PSC hearings open with no easy fixes

Panel reviewing BGE rate rise scheduled for June

April 18, 2007|By Andrew A. Green | Andrew A. Green,Sun reporter

The new Public Service Commission members began yesterday their first examination of the sharp rise in BGE electric rates they were appointed to challenge. But after eight hours of testimony, they uncovered no easy fixes for the 50 percent increase the utility's customers face this spring.

Gov. Martin O'Malley made the previous PSC's refusal to hold similar hearings last year a defining issue in the 2006 election. After unseating Gov. Robert L. Ehrlich Jr., he named a new majority on the commission within weeks of taking office in January.

"Our purpose is to hold a whole and fair hearing on the proposed BGE rate increase of 50 percent and for this newly constituted PSC to determine whether that rate increase ... is based on fair and prudently incurred costs," PSC Chairman Steven B. Larsen said yesterday as a week of hearings began. "We want to accomplish a lot."

The change in tone from last year's debate over Baltimore Gas and Electric Co. rate increases was palpable in the PSC's 17th-floor hearing room in the William Donald Schaefer office tower yesterday.

Then, a PSC selected by Ehrlich to be more favorable to business, decided there was no legal reason to hold a hearing on the proposed 72 percent increase that BGE was pursuing.

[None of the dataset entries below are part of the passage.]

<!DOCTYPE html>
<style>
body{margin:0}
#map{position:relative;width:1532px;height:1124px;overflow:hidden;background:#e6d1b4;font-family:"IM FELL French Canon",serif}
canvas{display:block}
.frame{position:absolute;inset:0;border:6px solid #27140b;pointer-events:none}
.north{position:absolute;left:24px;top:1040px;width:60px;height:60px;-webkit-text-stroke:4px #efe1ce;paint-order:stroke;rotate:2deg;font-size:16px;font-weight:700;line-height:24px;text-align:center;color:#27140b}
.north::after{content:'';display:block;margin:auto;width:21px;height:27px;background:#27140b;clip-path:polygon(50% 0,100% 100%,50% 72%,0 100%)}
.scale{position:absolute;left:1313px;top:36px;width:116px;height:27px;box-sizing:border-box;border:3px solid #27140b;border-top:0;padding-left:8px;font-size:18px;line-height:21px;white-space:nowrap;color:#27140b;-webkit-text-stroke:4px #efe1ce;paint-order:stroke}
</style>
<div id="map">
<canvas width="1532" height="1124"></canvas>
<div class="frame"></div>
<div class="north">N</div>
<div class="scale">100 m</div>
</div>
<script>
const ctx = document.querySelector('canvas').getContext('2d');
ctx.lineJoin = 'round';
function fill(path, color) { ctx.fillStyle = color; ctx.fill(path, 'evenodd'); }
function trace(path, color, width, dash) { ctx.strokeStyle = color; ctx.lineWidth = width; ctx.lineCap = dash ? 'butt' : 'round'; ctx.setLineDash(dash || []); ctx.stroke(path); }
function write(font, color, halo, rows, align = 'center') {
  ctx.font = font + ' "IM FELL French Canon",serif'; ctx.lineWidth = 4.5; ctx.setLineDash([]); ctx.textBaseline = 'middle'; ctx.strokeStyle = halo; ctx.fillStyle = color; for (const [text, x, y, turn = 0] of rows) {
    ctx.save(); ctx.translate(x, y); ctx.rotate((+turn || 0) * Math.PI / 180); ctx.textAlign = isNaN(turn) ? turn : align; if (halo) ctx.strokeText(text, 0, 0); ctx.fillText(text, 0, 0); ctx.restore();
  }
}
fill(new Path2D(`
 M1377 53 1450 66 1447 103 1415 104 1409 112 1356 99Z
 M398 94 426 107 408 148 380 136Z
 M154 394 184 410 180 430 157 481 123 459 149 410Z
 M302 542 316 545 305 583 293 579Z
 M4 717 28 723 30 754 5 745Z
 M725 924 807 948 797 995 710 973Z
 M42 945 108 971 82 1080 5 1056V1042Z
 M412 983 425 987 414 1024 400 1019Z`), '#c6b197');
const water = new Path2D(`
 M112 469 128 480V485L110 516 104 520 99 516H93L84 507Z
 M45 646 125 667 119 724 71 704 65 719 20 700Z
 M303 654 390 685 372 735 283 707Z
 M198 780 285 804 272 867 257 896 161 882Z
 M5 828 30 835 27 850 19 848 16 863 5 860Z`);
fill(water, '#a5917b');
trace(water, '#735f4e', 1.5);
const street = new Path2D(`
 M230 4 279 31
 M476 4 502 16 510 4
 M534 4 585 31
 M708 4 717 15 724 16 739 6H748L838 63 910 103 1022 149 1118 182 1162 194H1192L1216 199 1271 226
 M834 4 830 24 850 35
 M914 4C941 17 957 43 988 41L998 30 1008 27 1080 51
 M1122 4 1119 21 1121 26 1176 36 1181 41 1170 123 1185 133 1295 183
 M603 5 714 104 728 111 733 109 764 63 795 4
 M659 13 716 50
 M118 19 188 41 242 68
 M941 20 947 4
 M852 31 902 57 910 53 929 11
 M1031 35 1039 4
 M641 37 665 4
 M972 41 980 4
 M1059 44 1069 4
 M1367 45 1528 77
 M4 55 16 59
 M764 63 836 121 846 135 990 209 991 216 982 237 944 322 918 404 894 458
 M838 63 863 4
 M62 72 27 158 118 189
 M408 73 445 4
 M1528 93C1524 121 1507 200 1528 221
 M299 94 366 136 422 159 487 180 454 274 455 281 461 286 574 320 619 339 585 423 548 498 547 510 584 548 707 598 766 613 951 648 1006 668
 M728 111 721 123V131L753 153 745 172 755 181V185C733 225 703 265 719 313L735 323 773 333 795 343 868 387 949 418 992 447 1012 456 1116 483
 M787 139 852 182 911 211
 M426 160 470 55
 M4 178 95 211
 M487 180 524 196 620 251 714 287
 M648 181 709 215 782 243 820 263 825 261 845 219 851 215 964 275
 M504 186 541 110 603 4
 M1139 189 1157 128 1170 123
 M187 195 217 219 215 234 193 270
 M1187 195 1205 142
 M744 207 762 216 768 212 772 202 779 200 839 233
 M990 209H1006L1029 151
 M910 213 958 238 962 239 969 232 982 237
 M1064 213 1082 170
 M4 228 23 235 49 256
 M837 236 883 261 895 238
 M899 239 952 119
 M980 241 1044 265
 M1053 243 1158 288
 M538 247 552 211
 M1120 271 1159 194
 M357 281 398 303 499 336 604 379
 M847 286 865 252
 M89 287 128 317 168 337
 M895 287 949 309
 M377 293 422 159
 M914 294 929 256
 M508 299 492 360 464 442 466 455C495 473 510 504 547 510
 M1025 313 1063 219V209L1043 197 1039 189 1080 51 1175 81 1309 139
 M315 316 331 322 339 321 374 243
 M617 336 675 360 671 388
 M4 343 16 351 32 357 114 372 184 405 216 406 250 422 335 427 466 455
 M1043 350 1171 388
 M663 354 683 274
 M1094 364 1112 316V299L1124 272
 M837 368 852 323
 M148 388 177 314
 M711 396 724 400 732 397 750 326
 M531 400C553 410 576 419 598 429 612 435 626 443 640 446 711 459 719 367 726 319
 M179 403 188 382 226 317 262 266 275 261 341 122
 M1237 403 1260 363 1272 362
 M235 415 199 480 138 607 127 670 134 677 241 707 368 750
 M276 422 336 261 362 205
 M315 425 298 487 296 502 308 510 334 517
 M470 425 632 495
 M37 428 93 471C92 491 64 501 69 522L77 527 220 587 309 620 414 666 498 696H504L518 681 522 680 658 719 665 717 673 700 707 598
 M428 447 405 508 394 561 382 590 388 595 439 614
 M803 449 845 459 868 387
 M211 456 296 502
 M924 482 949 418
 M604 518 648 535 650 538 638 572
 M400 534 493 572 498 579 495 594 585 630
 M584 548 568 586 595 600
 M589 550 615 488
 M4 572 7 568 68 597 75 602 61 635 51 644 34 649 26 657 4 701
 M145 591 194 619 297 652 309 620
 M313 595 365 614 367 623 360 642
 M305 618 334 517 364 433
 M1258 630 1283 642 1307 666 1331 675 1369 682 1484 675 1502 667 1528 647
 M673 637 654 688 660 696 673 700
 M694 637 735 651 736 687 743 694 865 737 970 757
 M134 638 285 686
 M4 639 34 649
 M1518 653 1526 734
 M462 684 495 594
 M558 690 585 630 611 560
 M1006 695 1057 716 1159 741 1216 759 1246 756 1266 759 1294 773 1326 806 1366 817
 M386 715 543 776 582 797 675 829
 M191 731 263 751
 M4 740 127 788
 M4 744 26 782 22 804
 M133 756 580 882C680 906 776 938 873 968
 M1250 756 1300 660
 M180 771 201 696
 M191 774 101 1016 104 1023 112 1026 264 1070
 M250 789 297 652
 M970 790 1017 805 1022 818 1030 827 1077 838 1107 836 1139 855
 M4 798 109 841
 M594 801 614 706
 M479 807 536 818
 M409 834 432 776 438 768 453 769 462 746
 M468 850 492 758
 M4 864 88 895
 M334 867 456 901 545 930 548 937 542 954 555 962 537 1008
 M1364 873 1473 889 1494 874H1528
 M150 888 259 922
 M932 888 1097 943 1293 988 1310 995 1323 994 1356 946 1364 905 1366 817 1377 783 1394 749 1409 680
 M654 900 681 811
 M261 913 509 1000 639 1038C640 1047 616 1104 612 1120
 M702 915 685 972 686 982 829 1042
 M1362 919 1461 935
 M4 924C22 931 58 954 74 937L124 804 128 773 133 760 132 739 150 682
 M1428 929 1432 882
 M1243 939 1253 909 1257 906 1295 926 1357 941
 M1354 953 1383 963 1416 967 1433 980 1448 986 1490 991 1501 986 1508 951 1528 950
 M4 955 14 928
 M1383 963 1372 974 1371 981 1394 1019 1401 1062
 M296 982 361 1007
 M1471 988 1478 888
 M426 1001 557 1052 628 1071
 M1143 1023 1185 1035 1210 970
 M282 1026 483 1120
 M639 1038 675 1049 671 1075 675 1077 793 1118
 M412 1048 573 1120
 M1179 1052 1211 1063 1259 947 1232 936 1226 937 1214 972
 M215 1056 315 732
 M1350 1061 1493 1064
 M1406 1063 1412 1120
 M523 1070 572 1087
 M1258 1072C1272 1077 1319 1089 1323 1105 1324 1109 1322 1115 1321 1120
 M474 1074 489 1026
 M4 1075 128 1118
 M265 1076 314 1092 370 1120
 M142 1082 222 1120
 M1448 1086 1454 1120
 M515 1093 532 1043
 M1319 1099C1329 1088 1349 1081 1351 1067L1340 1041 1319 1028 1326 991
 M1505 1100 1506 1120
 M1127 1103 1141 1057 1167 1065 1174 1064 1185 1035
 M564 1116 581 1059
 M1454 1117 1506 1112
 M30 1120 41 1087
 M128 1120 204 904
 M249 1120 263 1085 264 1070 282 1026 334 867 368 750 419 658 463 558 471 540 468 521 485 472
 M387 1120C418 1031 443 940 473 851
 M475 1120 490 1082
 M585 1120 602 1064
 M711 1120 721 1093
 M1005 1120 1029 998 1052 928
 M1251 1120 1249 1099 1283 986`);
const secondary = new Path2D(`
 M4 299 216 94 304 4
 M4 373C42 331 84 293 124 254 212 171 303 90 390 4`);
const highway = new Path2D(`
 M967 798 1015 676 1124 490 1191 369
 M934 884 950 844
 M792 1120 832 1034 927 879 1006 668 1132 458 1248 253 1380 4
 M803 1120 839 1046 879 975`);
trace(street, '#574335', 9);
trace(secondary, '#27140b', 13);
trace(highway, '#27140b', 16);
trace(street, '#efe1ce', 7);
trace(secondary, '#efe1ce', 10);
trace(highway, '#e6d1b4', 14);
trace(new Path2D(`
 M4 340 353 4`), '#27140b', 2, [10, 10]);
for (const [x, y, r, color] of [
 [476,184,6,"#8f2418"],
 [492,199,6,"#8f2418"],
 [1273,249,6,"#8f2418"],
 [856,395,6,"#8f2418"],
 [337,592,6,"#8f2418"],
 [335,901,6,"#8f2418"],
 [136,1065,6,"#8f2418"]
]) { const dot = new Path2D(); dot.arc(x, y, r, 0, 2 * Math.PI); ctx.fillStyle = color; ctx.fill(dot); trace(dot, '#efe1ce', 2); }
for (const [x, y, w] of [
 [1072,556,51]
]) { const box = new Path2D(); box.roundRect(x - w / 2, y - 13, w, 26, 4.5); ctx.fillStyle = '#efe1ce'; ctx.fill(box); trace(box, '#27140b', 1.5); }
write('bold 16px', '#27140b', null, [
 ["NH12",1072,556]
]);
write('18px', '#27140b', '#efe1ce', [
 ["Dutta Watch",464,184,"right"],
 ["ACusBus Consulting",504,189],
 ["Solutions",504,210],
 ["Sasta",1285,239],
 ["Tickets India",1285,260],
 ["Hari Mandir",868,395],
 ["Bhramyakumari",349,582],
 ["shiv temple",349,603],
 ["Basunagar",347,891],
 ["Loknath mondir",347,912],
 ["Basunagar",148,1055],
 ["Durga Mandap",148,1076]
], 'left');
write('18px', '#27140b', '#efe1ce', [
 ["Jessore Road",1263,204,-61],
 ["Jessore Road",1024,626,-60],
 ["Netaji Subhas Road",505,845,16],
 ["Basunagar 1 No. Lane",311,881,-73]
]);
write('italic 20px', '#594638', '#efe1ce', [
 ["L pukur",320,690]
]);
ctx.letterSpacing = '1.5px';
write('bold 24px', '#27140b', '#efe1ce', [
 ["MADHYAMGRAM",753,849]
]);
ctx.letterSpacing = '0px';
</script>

Later, it held a hearing on a rate mitigation plan that Ehrlich negotiated, and the chairman at the time, Kenneth D. Schisler, spent most of an afternoon stopping angry citizens, lawmakers and advocates from testifying on the rate increase itself, saying it was settled and unchangeable.

The General Assembly later convened in a special session and deferred all but 15 percent of the increase. The remainder is to begin coming due June 1.

Yesterday, Larsen led the questioning of witnesses, zeroing in on the process by which BGE buys its power on the wholesale market.

"There seems to be an awful lot of subjective judgment in what a layman might view as a process that would involve more data-driven decisions," Larsen said. "I'm not convinced that has to be the case."

Larsen has no experience in utilities, but he made a name for himself during his stint as Maryland insurance commissioner, when he used a similar series of hearings to derail a plan to convert CareFirst BlueCross BlueShield to a for-profit company.

A turning point in those hearings came when he elicited information from witnesses about the lucrative packages the company's executives would have received had the deal gone through.

Yesterday's hearing didn't prove Larsen to be the Perry Mason of Maryland's utility regulators; there were no witness stand confessions or shocking twists.

The closest he came to that was when he got Mark Case, BGE's head of regulatory services, to acknowledge that the company has only an indirect stake in making sure prices don't go up.

Or when another new commissioner, Susanne Brogan, got Case to acknowledge that the plan for BGE to buy all of its power load at one time for the calendar year that began last July was, in hindsight, a bad idea. The process has since changed so that the company buys no more than a quarter of its load at once, and BGE wants to spread its purchases out even further.

Larsen and the other commissioners were largely cordial in their treatment of the utility industry witnesses. At times, the examination of witnesses turned into a freewheeling negotiating session.

While questioning Case, Larsen spun out hypotheticals about actions the commission could take to gauge his reaction.

That's what happened when Larsen began asking questions about how the utility determined that the prices it pays for electricity -then passes on to its 1.1 million customers in central Maryland - are prudently incurred, as the law requires.

He quoted from Case's written testimony, in which the utility executive said that as long as the company follows the process the PSC sets out for buying energy contracts, it considers the costs to be prudent.

"If the commission, for example hired a consultant and determined if a different set of conditions would have yielded a lower price for BGE customers starting June 1, it's your view we could not have done anything about it because we set up a process?" Larsen asked.

"Yes, that's my view," Case said.

"We don't have discretion to change anything once the process has been set up?" Larsen said.

"Yes," Case said.

"You would object if it were a hindsight exercise?" Larsen asked.

"Very much," Case replied.

At another point, Larsen floated the idea that BGE's parent, Constellation Energy Group, could pick up the tab for interest charges associated with a rate deferral plan the utility proposed to help customers deal with the 50 percent increase. Case didn't think much of that, either.

In an interview later, Case said the company would be concerned about any moves the commission might make to destabilize Maryland's regulatory environment.

The political turmoil over the last year has hurt the company because credit rating firms have downgraded BGE's bond rating to near junk status, a development that will ultimately hurt consumers because the increased costs of borrowing will be passed on, he said.

"Every single witness has concluded the process was followed," Case said, referring to written testimony that has been submitted in advance of the hearings. "What people don't like is not the process. What they don't like is that prices have gone up."